The Great Pyramid of Giza is not only the oldest monument on the list of the Seven Wonders of the Ancient World, but also the only one still standing. While the likes of the Hanging Gardens of Babylon or the Colossus of Rhodes have long since dissolved into the sands of time, the extraordinary structures created in Egypt some 4,500 years ago still cast a hypnotic shadow not just over Cairo and the Nile valley, but over mankind’s collective imagination. The Great Pyramid was in the headlines again as recently as November 2017, when French and Japanese scientists using a scientific technique called muography discovered a new mystery, in the shape of a hitherto unknown 30-metre-long space inside the structure.
While explorers have been drawn to the pyramids since medieval times, and enthusiasts such as John Greaves, Frederik Norden and Nathaniel Davison made studies of them in the 17th and 18th centuries, it was only in the 19th century that what has become known as Egyptology began to develop in earnest. The catalyst was Napoleon’s invasion of Egypt in 1798, which, despite its ultimate failure, prompted scholars such as Jean-François Champollion and Ippolito Rossellini to begin a systematic exploration of Egypt’s historic legacy. In the 19th and 20th Centuries, British archaeologists Flinders Petrie and Howard Carter became household names thanks to their archaeological discoveries in Egypt.
But few researchers in the field can match the accumulated experience of Mark Lehner and Zahi Hawass, whose thumpingly authoritative new book Giza and the Pyramids is a summation of their collective endeavours over a period of 42 years – ‘longer, probably, than it took to build the Great Pyramid,’ as they point out. Lehner is the director of Ancient Egypt Research Associates (AERA), and a regular writer and broadcaster on Egyptian archaeology. Hawass was formerly Egypt’s Minister of Antiquities, and has directed excavations at Egypt’s most important locations.

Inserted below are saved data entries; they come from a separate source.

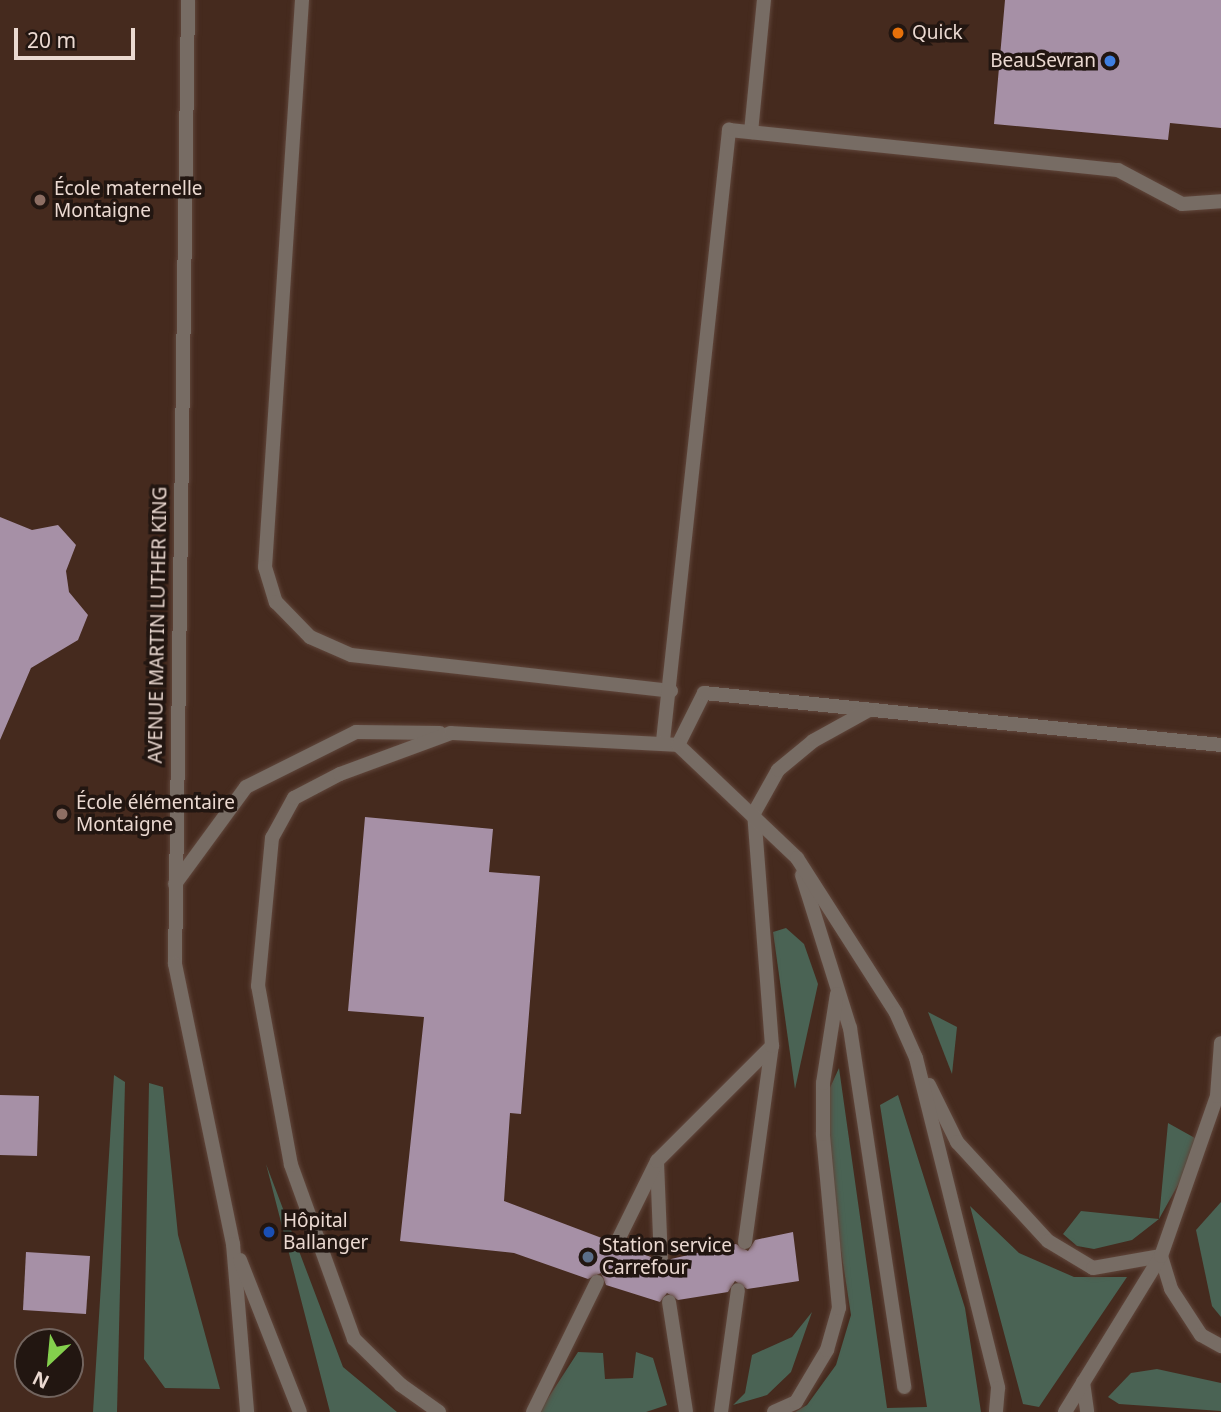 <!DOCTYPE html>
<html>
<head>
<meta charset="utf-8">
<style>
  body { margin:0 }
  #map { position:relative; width:1221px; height:1412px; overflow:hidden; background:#452a1e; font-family:"Noto Sans",sans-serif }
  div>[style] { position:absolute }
  .green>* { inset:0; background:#4a6354 }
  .building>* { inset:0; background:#a690a6 }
  .roads { filter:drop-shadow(0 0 2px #60463b) drop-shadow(0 0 2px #60463b) }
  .service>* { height:14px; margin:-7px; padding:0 7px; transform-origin:7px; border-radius:7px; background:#776c64 }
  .minor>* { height:14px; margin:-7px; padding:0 7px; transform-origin:7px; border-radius:7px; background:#776c64 }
  .dots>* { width:19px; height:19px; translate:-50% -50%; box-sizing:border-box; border:4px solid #221611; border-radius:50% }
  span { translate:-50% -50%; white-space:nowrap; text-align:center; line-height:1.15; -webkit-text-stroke:7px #221611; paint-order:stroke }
  .poi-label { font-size:19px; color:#ebd9d1 }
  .left { translate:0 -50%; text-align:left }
  .right { translate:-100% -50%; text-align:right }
  .street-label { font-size:19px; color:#ebd9d1 }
  .north { position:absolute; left:14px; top:1328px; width:70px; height:70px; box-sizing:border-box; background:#221611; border:2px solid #72645e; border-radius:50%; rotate:206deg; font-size:19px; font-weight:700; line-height:28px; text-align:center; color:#ebd9d1 }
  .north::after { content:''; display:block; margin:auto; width:24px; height:32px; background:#84d04d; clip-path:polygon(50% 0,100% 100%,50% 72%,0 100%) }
  .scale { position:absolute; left:14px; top:28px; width:121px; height:32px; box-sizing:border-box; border:4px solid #ebd9d1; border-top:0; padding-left:9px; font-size:21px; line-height:24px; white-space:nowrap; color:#ebd9d1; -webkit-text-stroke:5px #221611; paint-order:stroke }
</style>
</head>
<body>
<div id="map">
  <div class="green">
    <i style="clip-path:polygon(786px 928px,804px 944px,818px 984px,795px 1089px,773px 932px)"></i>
    <i style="clip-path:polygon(928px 1012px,957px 1027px,952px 1074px)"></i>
    <i style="clip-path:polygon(839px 1068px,887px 1408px,927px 1407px,880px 1105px,898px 1095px,965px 1308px,981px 1412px,795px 1412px,807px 1405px,836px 1365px,851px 1315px,823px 1134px,823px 1103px)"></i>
    <i style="clip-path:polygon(114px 1075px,125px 1082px,117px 1412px,93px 1412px)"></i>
    <i style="clip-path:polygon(149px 1083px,163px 1087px,178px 1235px,220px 1389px,165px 1388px,144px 1359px)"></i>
    <i style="clip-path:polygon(1168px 1123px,1202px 1142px,1159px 1219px,1132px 1240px,1094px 1249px,1077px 1246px,1063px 1234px,1081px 1211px,1159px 1219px)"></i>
    <i style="clip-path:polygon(266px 1164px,343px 1367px,397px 1412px,330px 1412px)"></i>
    <i style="clip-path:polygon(1221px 1202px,1221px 1317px,1212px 1306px,1196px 1230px)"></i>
    <i style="clip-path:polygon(970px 1206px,1019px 1253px,1074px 1277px,1127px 1277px,1039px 1407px,1023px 1404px)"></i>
    <i style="clip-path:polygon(812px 1312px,791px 1372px,767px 1395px,733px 1405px,745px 1393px,752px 1355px,792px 1337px)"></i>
    <i style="clip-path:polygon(578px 1352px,603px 1353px,605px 1379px,633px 1378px,636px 1352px,653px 1358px,667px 1405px,646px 1412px,539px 1412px)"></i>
    <i style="clip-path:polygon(1157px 1369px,1221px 1383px,1221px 1411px,1119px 1404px,1108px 1397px,1131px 1373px)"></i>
  </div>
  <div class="building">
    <i style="clip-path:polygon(1005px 0,1221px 0,1221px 128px,1170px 123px,1168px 140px,994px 124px)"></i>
    <i style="clip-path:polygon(0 517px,32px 530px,58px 525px,76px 545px,66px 571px,69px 592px,88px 615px,78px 640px,31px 668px,0 740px)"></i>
    <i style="clip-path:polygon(365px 817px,493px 829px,489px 872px,540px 876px,521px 1114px,510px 1113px,504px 1201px,607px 1240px,612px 1253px,625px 1247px,651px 1257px,661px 1271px,671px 1259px,736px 1244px,748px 1251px,755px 1240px,793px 1232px,799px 1281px,747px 1289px,735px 1281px,728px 1292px,678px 1300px,667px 1293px,660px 1302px,606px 1285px,601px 1273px,588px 1279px,514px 1253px,400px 1241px,424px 1017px,348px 1011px)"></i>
    <i style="clip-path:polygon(0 1095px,39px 1096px,37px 1156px,0 1155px)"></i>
    <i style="clip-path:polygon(26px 1252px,90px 1256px,86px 1314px,23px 1310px)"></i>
  </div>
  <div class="roads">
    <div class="service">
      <i style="left:302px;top:0;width:568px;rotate:93.73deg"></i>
      <i style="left:265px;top:567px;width:37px;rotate:73deg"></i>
      <i style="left:276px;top:602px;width:49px;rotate:45.8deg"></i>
      <i style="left:310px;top:637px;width:45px;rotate:23.7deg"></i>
      <i style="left:351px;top:655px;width:322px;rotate:6.4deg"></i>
      <i style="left:751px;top:132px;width:133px;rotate:-84.4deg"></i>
      <i style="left:663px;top:741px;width:615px;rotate:-83.83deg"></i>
      <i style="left:729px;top:130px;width:391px;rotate:5.9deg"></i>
      <i style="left:1118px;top:170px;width:72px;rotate:28deg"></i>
      <i style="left:1182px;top:204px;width:39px;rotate:-4deg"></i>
      <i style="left:678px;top:745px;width:58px;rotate:-63.4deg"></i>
      <i style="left:704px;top:693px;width:520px;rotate:5.74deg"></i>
      <i style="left:802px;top:875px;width:160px;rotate:72.6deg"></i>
      <i style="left:850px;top:1028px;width:363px;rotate:81.4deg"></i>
      <i style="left:175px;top:884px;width:120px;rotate:-53.8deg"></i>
      <i style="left:246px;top:787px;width:123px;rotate:-26.6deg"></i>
      <i style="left:356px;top:732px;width:84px;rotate:0.7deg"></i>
      <i style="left:929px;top:1085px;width:64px;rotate:63.8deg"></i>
      <i style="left:957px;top:1142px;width:134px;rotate:47.4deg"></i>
      <i style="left:1048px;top:1241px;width:52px;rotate:31deg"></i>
      <i style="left:1093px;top:1268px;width:69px;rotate:-10deg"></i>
      <i style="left:1161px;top:1256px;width:34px;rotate:73deg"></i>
      <i style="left:1171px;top:1289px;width:55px;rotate:56.9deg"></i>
      <i style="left:1201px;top:1335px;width:23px;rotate:29deg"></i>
      <i style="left:657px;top:1162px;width:99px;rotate:87.7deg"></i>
      <i style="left:745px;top:1242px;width:198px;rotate:-82.2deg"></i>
      <i style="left:616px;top:1244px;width:93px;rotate:-63.7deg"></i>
      <i style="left:657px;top:1161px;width:163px;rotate:-45deg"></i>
      <i style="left:772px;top:1046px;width:234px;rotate:-94.4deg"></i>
      <i style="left:754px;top:813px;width:49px;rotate:-60.8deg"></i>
      <i style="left:778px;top:770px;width:45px;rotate:-39.6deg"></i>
      <i style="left:813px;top:741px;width:64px;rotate:-29deg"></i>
      <i style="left:669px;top:1302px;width:111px;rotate:81.2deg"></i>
      <i style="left:1083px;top:1382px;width:30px;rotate:82deg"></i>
      <i style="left:439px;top:1412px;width:47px;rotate:-144.6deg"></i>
      <i style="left:401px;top:1385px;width:66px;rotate:-135.6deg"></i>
      <i style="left:354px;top:1339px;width:185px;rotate:-109.9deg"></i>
      <i style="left:291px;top:1165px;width:182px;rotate:-100.4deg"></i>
      <i style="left:258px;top:986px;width:149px;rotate:-84.6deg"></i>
      <i style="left:272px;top:838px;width:46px;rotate:-61.2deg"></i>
      <i style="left:294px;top:798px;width:52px;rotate:-27.6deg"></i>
      <i style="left:340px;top:774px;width:118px;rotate:-20.3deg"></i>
      <i style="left:451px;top:733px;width:227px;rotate:3deg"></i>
      <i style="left:678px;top:745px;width:164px;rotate:43.5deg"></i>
      <i style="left:797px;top:858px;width:184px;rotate:57.4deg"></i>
      <i style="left:896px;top:1013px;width:49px;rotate:66deg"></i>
      <i style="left:916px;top:1058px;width:340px;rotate:76deg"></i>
      <i style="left:998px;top:1388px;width:24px;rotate:95deg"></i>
      <i style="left:533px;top:1412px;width:145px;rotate:-63.8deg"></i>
      <i style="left:721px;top:1412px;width:123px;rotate:-82.1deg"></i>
      <i style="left:774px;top:1412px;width:24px;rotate:-24deg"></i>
      <i style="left:796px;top:1402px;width:61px;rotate:-59.2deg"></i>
      <i style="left:827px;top:1350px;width:44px;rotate:-74.1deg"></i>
      <i style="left:839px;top:1308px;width:175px;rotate:-95.3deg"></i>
      <i style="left:823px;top:1134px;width:51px;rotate:-90deg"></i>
      <i style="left:823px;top:1083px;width:90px;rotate:-81.1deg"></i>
      <i style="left:1065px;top:1412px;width:183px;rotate:-58.4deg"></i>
      <i style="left:1161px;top:1256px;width:170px;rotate:-70.7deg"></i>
      <i style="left:1217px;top:1096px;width:53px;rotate:-85.7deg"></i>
    </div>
    <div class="minor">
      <i style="left:188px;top:0;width:964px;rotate:90.77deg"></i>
      <i style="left:175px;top:964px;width:286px;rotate:78.3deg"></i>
      <i style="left:233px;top:1244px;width:169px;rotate:85.2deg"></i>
      <i style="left:240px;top:1260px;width:163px;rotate:68.5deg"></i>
    </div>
  </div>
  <div class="dots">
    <i style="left:898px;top:33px;background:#e8710a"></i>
    <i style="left:1110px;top:61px;background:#3f7fe0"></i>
    <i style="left:40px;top:200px;background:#8d6e63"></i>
    <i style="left:62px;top:814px;background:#8d6e63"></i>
    <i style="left:269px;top:1232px;background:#1a4fb4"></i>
    <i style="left:588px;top:1257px;background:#5c6f8a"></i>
  </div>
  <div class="poi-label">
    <span class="left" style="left:912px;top:33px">Quick</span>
    <span class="right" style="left:1096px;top:61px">BeauSevran</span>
    <span class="left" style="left:54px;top:200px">École maternelle<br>Montaigne</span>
    <span class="left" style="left:76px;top:814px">École élémentaire<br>Montaigne</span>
    <span class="left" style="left:283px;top:1232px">Hôpital<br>Ballanger</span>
    <span class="left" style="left:602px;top:1257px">Station service<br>Carrefour</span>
  </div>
  <div class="street-label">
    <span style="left:158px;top:625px;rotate:-89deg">AVENUE MARTIN LUTHER KING</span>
  </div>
  <div class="north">N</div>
  <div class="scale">20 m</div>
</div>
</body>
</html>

Their cumulative studies have revealed that the Giza site is far more than just the Great Pyramid (begun by Pharaoh Khufu in about 2550 BC), its two neighbouring pyramids of Khafre and Menkaure, and the enigmatic statue of the Great Sphinx. It’s a complex network of subsidiary tombs, living quarters, quarries, temples, workshops, bakeries, harbours, fish-processing facilities and much more. It amounts to a tantalizing, compressed archive of ancient Egyptian civilisation, if only all its clues and relics can be identified and deciphered.
It used to be supposed that slave labour was used to build the pyramids, but researchers now believe this was a myth, propagated in part by Hollywood films (the cinematic cliché that Jewish slaves were employed in this way by the Egyptians is chronologically impossible). The evidence now suggests that the pyramids were an expression of combined national effort, an enormous programme of works willingly undertaken in support of the pharaohs.
To tackle such immense projects, a high degree of organisation would have been necessary. It’s believed that there may have been about 5,000 permanent workers at the Giza site, who would have lived with their families in so-called pyramid towns. When necessary, a much larger force of temporary workers would be brought in to handle such tasks as building tools and ramps or supplying food and clothing. The workers received payment in the form of regular rations of loaves and beer. Pyramid-building became so all-consuming that it engaged virtually every family in Egypt at some level. Hawass has commented that rather than the Egyptians building the pyramids, it could almost be said that the pyramids built Egypt.
Exactly how such an early un-mechanised civilisation was able to erect such remarkable structures as the pyramids remains a perennial question. Definitive answers may remain elusive, but Lehner and Hawass’s analysis of Egyptian tool-making, how stone was cut, quarried and transported, and how huge individual blocks of limestone could have been manoeuvred into place – perhaps using wooden rollers, or by levering them onto one edge and ‘tumbling’ them – is undoubtedly plausible. Fascinating, too, is their examination of how astronomy and star-sightings were probably used to achieve the precise alignment of the pyramids. Yet, as the authors are well aware, even a lifetime of research could never be enough to unravel all Giza’s mysteries.